The repeated emphasis in Welty’s fiction on the human community intersecting with the nonhuman community rather than the human community dominating the nonhuman community displays her awareness of the differences between what Patrick D. Throughout her fiction, Welty displays a complex awareness of the relationships between place and the human and nonhuman communities that inhabit these spaces. Readers are left to wonder what kind of medicine can provide healing to the world Phoenix journeys through. In “A Worn Path,” Welty creates a story that contrasts the cruelties and injustices of human nature with the balance and order of nonhuman nature.
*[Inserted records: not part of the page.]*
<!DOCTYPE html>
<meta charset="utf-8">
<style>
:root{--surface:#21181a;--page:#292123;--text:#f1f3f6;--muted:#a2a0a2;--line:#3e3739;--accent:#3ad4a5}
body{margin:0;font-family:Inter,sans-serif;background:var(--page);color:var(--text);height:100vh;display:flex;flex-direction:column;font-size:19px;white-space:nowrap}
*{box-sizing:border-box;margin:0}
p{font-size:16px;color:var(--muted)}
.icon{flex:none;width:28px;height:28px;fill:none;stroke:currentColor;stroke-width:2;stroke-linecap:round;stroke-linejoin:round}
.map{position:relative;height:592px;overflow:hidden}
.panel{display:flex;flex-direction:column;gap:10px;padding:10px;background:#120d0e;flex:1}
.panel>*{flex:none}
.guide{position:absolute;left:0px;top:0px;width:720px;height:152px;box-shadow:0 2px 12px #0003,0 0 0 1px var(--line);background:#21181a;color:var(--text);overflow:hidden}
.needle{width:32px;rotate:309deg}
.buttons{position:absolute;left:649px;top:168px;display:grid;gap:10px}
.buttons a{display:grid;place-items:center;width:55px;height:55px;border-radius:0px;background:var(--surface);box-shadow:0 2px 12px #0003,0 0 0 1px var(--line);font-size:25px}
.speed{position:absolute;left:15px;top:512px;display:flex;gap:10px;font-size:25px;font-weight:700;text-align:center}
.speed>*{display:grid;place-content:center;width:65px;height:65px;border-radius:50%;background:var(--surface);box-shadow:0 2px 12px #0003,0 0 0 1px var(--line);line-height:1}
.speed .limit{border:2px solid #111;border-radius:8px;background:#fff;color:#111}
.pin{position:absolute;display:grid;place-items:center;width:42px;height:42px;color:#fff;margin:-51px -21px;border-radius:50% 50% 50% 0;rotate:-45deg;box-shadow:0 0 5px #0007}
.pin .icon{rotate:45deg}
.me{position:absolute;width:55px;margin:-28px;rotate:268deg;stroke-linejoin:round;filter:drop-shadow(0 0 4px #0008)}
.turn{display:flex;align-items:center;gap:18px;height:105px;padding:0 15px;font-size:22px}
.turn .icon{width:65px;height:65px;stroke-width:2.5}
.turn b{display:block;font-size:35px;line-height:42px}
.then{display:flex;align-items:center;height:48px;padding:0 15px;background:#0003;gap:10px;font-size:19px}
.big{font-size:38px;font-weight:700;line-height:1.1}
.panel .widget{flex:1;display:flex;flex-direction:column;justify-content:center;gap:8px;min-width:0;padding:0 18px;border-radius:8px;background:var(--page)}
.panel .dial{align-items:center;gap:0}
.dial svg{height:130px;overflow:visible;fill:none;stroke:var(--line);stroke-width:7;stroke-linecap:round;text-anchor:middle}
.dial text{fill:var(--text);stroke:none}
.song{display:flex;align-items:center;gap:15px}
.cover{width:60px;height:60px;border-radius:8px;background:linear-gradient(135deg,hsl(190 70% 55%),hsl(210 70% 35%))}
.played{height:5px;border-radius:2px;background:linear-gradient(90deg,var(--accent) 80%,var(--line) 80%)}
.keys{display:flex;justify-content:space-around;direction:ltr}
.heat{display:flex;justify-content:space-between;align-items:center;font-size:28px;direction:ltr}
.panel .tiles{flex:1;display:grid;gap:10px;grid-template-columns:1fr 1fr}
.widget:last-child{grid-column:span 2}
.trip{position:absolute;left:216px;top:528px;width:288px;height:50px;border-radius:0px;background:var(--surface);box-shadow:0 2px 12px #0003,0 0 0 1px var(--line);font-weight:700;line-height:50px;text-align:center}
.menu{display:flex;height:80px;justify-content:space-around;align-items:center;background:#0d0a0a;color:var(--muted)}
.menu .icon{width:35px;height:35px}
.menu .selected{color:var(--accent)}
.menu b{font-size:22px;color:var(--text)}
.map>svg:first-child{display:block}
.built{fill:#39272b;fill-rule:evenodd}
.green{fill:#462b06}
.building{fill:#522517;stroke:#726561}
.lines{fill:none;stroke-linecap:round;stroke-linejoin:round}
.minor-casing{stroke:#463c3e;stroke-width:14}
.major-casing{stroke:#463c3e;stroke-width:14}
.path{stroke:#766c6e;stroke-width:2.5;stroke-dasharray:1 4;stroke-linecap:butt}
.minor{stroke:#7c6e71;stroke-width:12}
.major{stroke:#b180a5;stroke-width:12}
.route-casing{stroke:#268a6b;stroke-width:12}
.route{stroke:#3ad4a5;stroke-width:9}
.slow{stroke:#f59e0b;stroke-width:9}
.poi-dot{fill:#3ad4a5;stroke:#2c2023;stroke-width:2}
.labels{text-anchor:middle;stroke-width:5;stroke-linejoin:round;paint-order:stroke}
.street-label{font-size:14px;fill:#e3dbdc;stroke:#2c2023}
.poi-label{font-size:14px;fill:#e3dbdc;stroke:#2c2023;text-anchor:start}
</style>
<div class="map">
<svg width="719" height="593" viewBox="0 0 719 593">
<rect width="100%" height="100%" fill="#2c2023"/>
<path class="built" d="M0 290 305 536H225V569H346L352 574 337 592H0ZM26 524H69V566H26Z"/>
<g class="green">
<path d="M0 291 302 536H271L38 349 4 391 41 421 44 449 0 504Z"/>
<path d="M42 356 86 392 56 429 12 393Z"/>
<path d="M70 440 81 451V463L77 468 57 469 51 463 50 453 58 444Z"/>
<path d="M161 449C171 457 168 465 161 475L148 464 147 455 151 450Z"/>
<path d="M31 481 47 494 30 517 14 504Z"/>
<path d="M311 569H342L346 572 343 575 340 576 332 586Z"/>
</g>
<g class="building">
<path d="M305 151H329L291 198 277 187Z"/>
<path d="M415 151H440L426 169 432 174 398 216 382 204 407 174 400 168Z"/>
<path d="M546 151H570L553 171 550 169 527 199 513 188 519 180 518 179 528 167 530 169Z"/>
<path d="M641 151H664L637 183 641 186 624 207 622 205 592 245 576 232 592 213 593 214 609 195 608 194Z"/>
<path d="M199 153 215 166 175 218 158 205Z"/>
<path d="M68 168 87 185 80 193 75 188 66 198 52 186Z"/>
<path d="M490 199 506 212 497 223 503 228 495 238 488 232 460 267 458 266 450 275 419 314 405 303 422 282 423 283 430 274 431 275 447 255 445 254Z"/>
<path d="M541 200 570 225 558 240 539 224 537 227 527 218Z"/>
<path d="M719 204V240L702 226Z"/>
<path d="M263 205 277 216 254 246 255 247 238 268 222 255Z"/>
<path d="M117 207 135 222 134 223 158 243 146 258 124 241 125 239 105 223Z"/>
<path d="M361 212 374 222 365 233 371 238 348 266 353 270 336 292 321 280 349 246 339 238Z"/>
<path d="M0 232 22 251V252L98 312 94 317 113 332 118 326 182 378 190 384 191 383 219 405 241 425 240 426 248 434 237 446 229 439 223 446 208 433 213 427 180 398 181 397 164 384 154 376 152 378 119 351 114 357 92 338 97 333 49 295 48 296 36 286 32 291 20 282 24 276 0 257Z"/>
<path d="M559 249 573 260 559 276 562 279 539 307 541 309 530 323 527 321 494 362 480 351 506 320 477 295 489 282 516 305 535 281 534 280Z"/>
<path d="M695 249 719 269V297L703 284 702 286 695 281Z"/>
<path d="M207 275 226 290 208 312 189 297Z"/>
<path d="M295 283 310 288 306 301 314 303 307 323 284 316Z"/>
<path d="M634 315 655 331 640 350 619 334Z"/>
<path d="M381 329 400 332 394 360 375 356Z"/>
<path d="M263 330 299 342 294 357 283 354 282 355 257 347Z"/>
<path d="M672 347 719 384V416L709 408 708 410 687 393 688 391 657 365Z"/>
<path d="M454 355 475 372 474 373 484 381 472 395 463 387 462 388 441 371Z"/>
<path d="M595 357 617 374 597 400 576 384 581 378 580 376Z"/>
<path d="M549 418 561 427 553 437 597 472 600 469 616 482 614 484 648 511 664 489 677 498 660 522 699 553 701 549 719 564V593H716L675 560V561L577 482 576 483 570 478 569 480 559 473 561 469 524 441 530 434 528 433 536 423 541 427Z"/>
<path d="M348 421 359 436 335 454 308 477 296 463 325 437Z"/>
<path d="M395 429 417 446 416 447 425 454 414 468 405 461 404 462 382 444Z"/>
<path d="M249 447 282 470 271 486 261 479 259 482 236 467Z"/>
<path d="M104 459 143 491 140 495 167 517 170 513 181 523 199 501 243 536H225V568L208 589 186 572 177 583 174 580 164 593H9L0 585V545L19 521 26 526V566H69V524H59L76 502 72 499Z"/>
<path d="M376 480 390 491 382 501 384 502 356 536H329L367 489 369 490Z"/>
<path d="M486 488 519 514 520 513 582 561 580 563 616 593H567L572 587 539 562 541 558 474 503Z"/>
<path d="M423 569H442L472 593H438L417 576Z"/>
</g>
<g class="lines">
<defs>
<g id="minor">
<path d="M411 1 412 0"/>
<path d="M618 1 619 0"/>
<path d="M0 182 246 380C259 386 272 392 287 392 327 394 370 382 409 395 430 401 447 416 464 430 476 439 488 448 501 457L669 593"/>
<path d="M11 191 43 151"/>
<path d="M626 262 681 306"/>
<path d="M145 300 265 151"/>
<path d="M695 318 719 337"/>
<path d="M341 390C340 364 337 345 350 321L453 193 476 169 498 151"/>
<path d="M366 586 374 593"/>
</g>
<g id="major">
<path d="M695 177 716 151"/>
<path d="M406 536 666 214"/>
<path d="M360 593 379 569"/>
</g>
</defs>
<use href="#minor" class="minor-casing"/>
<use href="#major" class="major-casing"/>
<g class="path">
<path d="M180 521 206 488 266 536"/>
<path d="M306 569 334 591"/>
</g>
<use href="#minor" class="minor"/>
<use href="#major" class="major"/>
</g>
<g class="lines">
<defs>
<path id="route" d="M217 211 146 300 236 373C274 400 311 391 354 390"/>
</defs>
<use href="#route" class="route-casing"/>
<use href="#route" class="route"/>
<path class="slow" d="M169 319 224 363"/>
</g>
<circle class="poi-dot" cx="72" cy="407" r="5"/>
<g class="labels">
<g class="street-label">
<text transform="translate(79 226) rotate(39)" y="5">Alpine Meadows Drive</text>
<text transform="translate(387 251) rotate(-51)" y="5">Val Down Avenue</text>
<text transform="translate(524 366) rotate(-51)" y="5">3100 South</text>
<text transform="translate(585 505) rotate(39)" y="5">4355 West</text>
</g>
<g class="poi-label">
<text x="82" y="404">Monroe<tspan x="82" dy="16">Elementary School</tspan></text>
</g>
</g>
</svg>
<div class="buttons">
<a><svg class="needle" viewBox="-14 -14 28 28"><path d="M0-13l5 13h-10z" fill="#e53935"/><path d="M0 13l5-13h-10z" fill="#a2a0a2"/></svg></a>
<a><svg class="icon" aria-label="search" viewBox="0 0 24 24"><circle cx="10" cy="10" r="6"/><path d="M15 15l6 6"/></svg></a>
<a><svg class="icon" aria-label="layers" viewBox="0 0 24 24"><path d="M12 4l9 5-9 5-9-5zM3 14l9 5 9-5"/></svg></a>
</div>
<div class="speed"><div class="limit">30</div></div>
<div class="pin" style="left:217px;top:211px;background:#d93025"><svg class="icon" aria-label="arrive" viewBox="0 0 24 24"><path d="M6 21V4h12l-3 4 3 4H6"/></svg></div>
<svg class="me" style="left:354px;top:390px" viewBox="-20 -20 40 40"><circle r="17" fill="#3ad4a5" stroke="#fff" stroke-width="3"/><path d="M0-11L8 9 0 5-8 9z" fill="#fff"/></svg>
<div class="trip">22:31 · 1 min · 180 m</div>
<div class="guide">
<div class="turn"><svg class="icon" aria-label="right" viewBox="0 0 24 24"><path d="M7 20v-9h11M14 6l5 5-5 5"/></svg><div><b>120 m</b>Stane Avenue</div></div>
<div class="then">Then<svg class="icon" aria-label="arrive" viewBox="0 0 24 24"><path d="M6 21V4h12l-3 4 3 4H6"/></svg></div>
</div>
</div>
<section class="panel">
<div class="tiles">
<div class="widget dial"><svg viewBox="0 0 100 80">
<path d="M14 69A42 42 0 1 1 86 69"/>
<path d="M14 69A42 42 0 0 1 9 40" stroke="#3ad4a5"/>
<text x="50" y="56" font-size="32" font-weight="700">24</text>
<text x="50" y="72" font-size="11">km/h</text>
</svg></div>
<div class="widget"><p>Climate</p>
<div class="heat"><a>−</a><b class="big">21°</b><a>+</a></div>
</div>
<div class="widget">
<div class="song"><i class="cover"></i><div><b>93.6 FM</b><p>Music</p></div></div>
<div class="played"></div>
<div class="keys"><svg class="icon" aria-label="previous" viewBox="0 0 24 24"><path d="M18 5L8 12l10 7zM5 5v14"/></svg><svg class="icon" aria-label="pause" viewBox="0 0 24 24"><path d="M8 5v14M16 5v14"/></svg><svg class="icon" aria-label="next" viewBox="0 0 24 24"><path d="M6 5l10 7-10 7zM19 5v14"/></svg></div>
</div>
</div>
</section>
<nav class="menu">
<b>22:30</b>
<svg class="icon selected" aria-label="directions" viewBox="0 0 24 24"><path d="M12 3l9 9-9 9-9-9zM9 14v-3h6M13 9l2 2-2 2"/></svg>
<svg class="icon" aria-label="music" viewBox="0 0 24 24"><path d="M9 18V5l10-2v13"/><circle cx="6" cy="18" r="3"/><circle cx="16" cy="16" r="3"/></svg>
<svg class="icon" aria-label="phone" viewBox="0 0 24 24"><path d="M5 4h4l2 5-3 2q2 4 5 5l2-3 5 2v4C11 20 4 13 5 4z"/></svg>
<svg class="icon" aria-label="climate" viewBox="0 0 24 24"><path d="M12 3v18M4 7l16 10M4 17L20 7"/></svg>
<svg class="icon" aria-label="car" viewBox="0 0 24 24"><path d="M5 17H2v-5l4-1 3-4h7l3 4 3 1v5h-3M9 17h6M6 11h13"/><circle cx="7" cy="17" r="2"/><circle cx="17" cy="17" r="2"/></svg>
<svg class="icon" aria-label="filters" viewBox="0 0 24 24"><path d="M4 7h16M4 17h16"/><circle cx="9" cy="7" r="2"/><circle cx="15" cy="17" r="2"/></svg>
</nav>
a worn path by eudora welty summary

The contrast between human and nonhuman introduces layers of complexity into the seemingly simple story of an old African American woman seeking medicine for her sick grandson.

a worn path by eudora welty summary

As Phoenix journeys through the forest to Natchez, her path takes her from a nonhuman natural world into a space impacted by human issues of race, gender, and class. In “A Worn Path,” one of her best-known stories, Welty creates a transformative space through which her main character moves. She concludes, “In literature, the new regionalism and the booming field of ecocriticism foreground what had been considered mere background or setting, taking seriously Eudora Welty’s affirmation that ‘fiction depends for its life on place,’ and exploring new relationships between natural places and human culture” (2). Halttunen believes that “space and place have never been more analytically important than they have recently become in the humanities and social sciences, demonstrating that globalization-with its acceleration of border crossings-has actually made place more important, not less” (2). Karen Halttunen, in her 2005 presidential address to the American Studies Association, mentioned Welty’s discussion of place in fiction in her call for more attention to fields of inquiry such as bioregionalism, postcolonial ecocriticism, and ecofeminism. In 2015, more than sixty years after Welty’s essay was written, our views of “place” and “region” have changed dramatically, influenced by issues ranging from local food production to the global environmental and human devastation of war. She argues instead that most writing could be called “regional” because the writer writes from the place he or she knows (796). Works by southern female writers have often been categorized as “regional,” suggesting that their subject matter is limited, circumscribed, “domestic.” In her essay “Place in Fiction,” Eudora Welty characterizes the term “regional” as “careless” and “condescending” ( Stories 796).